On September 30, 1938, the Munich Agreement — an important pact was ready between Neville Chamberlain, the British Prime Minister, France, Italy and Adolph Hitler of Germany, which guaranteed ‘Peace in Our Time’.
After Germany invaded the Sudetenland in Czechoslovakia, the British and French prime ministers tried to get Hitler to agree not to use his military in the future in return for the land he had taken. Hitler agreed. At first, people thought the agreement was a success.
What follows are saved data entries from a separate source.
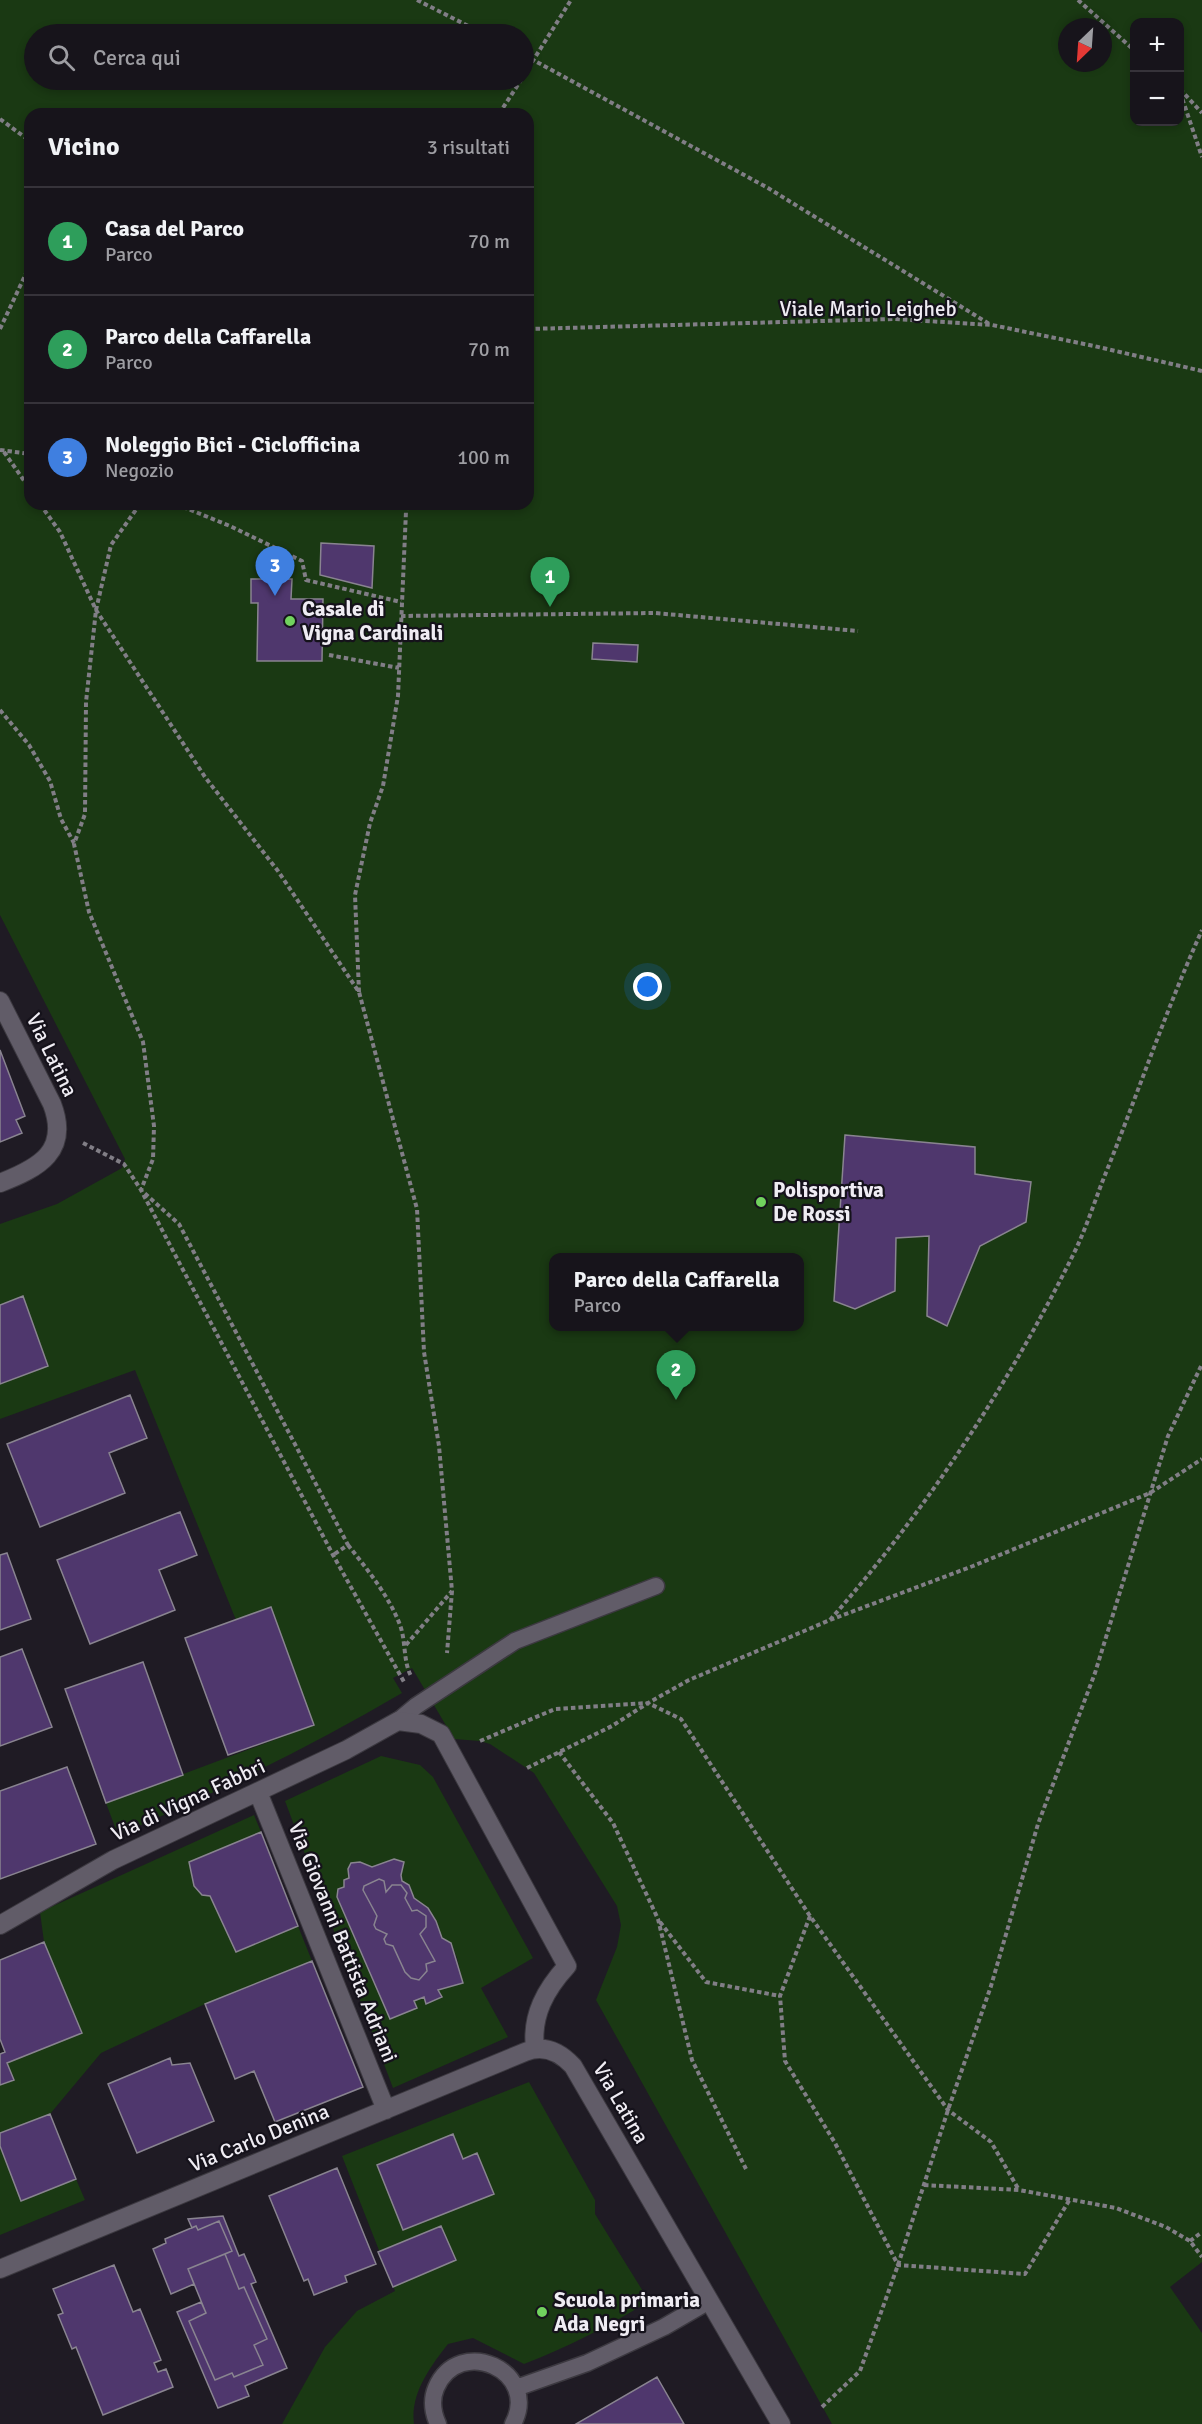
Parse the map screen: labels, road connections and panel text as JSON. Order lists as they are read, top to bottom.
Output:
{
  "streets": {
    "street": [
      "Via Latina",
      "Via di Vigna Fabbri",
      "Via Giovanni Battista Adriani",
      "Via Carlo Denina"
    ],
    "path": ["Viale Mario Leigheb"]
  },
  "crossings": [
    ["Via Latina", "Via Carlo Denina"],
    ["Via di Vigna Fabbri", "Via Giovanni Battista Adriani"],
    ["Via Giovanni Battista Adriani", "Via Carlo Denina"]
  ],
  "places": ["Casale di Vigna Cardinali", "Polisportiva De Rossi", "Scuola primaria Ada Negri"],
  "north": "bottom left",
  "page": {
    "map_buttons": ["+", "−"],
    "search": "Cerca qui",
    "heading": ["Vicino", "3 risultati"],
    "list": [
      {
        "mark": "1",
        "name": "Casa del Parco",
        "note": "Parco",
        "value": "70 m"
      },
      {
        "mark": "2",
        "name": "Parco della Caffarella",
        "note": "Parco",
        "value": "70 m"
      },
      {
        "mark": "3",
        "name": "Noleggio Bici - Ciclofficina",
        "note": "Negozio",
        "value": "100 m"
      }
    ],
    "pins": ["3", "1", "2"],
    "popup": ["Parco della Caffarella", "Parco"]
  }
}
Meanwhile, in Europe, Germany was suffering the same depression and blamed their economic decline on the peace treaty, the Treaty of Versailles, which they had been obliged to sign after defeat in the First World War. The treaty had taken away vast tracts of German territory, including areas vital to the German economy, including the Rhineland coalfields. German policy, under the dictatorship of Adoph Hitler, was to regain these territories and obtain others, by whatever means necessary. Germany occupied the Rhineland and marched into Austria, without any opposition from other European states.
In 1938, Hitler demanded the territory of the Sudetenland, a strip of land in the west of Czechoslovakia, now the Czech Republic, a zone inhabited by ethnic Germans but governed by the Czechs. Hitler threatened that if this region were not handed over to Germany, war would follow.
Hitler invaded the rest of Czechoslovakia in 1939.
Before leaving Munich, Chamberlain and Hitler signed a paper declaring their mutual desire to resolve differences through consultation to assure peace. Chamberlain returned home and was welcomed by people, who believed that the threat of war had been averted.
Unfortunately, the agreement was not respected and war followed within a year.
Winston Churchill denounced the agreement loudly in the House of Commons. He predicted that Czechoslovakia would ‘soon be engulfed in the Nazi regime’. He was right. Chamberlain’s policies were discredited in 1939, when Germany invaded the remainder of Czechoslovakia, and then invaded Poland, precipitating the Second World War.